▶ [EXERCISE PROMPT]:
Report how many lines in the records below contain the word "green". Give only the number.

════

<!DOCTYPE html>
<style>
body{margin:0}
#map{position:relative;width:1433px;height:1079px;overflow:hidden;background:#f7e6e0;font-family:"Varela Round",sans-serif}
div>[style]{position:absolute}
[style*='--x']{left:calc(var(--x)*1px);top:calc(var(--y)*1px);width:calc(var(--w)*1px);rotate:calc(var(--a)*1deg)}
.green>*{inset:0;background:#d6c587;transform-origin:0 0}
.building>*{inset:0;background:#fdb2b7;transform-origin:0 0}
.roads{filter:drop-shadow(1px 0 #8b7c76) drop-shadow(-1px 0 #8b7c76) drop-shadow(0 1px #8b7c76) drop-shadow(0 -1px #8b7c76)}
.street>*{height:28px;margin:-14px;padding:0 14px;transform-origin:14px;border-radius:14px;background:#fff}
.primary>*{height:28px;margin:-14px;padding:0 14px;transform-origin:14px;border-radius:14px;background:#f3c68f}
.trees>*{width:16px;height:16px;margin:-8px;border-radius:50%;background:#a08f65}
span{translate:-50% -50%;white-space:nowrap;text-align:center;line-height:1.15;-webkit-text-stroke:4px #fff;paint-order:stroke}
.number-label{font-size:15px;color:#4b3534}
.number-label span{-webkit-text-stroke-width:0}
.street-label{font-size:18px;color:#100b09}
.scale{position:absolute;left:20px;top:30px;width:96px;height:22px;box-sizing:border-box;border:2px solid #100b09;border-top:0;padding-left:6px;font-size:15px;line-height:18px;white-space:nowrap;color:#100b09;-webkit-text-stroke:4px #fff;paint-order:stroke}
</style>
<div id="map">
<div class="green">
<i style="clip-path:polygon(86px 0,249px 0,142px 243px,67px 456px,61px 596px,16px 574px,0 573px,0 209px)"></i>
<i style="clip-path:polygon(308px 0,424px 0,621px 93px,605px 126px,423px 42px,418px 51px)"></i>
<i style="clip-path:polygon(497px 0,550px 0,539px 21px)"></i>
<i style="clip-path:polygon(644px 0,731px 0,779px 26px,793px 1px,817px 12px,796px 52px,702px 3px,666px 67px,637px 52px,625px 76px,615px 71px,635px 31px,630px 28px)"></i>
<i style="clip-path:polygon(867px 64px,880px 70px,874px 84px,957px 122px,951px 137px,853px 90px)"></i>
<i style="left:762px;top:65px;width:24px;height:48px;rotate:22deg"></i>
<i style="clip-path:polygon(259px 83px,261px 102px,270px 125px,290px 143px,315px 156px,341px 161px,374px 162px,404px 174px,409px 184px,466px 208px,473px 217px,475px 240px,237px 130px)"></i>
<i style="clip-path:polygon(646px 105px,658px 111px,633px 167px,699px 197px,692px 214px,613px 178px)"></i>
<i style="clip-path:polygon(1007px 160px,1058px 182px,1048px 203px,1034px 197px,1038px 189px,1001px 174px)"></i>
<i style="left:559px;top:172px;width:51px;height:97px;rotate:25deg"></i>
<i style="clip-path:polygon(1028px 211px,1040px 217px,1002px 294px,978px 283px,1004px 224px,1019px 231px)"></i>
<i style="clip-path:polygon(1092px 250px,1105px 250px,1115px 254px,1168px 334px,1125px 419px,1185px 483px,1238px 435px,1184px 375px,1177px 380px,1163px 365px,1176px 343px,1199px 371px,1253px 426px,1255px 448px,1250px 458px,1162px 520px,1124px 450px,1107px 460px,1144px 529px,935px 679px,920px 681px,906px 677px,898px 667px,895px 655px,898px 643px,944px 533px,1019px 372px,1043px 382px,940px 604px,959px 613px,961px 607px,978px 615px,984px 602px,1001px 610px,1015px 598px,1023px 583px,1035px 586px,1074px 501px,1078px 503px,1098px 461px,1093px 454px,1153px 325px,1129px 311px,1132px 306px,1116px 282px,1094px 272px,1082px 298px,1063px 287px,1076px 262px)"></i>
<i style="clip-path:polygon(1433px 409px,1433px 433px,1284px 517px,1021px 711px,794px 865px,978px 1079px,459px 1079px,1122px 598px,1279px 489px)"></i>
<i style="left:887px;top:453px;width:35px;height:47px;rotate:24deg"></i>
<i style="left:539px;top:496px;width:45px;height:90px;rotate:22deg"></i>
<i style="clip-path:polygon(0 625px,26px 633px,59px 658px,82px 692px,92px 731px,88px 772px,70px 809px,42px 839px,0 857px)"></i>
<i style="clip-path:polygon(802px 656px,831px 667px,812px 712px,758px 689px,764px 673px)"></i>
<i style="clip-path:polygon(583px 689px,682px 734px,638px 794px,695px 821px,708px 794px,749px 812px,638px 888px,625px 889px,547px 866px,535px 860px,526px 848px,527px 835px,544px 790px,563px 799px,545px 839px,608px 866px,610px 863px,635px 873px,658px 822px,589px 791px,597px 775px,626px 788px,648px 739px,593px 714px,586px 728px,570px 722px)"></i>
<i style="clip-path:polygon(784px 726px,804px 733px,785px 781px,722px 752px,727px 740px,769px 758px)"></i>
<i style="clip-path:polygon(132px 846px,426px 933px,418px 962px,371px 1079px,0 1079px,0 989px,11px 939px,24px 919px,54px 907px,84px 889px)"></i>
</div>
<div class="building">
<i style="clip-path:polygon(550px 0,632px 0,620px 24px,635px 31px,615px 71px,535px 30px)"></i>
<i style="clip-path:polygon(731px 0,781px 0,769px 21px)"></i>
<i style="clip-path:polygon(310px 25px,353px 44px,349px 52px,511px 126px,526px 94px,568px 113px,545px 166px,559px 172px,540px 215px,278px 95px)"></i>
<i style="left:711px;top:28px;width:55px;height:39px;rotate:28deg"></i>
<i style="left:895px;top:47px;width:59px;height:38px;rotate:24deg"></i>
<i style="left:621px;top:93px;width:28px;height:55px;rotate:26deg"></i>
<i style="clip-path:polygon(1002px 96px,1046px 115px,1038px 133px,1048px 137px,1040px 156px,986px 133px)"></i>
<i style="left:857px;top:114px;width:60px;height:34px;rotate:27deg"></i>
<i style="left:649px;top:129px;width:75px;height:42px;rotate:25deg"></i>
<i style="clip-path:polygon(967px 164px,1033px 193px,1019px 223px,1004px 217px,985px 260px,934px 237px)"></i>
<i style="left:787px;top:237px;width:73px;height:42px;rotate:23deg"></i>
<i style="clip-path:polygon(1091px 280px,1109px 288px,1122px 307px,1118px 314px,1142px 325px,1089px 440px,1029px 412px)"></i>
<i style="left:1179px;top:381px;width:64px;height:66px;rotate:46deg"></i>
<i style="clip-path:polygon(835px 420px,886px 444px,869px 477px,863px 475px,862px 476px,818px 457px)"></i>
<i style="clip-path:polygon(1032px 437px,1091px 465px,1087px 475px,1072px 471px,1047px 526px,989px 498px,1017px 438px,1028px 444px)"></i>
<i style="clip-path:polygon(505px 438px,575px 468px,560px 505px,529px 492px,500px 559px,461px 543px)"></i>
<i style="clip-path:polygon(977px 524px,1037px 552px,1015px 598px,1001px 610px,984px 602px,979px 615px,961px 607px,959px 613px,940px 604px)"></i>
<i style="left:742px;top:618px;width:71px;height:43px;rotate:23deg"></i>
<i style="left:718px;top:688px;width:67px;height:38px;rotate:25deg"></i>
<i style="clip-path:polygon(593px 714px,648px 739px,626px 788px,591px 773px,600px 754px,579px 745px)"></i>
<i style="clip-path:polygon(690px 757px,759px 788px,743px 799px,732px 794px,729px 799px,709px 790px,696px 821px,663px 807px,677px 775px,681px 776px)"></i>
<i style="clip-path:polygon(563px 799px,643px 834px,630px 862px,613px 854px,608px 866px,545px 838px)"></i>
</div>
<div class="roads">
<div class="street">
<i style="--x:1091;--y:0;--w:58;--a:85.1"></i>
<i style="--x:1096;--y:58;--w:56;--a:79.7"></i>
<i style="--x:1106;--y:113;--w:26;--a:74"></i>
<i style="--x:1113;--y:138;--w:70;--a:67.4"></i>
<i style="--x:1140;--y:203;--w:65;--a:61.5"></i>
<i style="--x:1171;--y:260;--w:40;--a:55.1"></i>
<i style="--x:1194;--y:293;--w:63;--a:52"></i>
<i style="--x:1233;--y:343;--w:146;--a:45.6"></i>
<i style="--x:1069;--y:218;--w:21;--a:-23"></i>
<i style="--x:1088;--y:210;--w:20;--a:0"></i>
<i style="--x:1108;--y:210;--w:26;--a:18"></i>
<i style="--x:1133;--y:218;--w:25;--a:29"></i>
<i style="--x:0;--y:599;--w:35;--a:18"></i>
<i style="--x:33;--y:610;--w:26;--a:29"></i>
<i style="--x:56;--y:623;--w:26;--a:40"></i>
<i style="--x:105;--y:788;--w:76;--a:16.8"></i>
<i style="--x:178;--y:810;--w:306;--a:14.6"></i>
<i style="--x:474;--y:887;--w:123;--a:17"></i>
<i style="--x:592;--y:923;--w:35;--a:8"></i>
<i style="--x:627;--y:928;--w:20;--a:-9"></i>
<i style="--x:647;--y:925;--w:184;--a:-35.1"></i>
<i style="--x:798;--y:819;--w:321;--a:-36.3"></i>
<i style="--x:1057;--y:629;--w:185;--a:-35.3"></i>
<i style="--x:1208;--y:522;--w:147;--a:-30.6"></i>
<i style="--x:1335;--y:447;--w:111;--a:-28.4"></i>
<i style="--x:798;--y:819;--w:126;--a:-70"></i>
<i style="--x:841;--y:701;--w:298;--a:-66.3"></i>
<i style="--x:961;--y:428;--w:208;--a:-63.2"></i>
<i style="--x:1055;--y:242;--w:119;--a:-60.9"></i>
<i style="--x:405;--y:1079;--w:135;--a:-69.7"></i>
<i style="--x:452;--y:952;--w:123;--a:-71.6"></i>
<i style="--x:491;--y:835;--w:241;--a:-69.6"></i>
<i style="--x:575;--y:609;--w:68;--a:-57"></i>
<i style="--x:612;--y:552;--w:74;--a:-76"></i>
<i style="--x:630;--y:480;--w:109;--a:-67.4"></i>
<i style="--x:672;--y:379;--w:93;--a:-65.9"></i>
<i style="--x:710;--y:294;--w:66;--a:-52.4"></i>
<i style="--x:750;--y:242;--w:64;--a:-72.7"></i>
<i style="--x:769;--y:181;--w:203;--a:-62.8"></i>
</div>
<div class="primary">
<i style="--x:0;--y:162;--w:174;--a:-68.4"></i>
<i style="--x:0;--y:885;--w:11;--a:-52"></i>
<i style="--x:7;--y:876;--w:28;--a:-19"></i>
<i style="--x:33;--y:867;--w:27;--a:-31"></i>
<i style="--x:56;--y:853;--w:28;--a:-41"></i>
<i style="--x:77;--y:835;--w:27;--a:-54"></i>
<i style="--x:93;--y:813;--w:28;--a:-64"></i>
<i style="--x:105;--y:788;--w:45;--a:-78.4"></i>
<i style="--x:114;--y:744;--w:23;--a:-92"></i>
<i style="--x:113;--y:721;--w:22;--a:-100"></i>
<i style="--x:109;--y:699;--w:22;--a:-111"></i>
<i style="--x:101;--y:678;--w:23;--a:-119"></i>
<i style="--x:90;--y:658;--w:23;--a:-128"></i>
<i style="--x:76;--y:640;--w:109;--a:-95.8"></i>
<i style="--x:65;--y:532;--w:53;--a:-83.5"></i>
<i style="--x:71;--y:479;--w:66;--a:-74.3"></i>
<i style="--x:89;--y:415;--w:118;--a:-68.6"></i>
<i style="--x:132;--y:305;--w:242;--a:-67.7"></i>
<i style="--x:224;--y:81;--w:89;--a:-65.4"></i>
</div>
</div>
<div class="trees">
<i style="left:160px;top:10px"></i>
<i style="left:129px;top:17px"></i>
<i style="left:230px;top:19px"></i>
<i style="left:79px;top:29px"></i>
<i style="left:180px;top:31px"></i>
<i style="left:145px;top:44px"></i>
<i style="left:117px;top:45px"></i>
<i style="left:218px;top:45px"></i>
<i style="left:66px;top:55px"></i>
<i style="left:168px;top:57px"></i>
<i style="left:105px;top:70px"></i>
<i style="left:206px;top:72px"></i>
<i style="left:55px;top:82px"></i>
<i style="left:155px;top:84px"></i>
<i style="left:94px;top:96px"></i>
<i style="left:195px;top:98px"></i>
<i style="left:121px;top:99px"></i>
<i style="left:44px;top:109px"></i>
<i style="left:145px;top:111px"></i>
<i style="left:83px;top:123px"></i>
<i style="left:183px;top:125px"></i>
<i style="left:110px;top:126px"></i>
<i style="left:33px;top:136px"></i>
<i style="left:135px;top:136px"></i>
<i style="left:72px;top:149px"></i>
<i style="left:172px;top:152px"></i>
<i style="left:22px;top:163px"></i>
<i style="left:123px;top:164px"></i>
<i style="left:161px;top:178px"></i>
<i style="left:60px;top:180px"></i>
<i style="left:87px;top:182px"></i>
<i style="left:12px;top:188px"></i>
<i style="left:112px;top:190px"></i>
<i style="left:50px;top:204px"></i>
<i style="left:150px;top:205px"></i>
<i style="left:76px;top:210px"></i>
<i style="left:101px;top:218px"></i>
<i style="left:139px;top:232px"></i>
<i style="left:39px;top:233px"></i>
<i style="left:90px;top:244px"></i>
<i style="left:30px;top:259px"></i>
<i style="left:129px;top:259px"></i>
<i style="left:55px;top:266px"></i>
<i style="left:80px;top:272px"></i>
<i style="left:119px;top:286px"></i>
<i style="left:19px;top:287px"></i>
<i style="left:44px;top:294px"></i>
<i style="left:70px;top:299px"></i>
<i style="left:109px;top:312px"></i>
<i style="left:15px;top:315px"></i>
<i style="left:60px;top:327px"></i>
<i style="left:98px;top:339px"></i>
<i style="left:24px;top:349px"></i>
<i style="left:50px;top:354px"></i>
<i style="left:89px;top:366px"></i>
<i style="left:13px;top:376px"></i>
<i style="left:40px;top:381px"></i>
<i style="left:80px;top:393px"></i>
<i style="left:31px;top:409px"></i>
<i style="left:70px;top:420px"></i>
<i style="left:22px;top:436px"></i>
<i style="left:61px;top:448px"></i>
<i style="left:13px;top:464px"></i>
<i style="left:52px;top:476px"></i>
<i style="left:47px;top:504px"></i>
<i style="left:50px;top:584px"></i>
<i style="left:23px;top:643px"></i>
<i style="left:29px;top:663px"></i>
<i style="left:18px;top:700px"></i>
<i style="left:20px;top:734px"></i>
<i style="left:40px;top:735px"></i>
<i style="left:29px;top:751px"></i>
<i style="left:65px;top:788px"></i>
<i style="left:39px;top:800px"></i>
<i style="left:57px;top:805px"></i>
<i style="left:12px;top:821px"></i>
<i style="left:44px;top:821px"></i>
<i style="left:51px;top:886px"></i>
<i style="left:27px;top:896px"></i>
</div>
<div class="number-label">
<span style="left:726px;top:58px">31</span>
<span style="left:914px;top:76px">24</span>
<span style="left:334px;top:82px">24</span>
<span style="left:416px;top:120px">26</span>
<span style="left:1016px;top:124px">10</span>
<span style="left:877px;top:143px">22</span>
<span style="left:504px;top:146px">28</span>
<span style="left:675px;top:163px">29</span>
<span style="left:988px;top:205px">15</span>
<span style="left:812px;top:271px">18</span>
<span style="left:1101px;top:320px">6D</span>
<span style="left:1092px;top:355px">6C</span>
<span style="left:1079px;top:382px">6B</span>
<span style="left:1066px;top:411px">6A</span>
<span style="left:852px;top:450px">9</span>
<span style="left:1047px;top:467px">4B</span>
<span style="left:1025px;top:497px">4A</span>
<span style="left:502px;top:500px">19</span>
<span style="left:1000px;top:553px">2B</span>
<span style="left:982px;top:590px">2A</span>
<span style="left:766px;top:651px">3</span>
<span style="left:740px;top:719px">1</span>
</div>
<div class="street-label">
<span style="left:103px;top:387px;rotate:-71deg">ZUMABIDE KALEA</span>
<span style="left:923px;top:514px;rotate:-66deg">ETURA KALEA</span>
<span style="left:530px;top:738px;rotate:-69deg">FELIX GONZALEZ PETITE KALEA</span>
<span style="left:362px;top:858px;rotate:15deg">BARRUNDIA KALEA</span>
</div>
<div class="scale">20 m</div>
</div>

════

▶ [EXPECTED ANSWER]:
2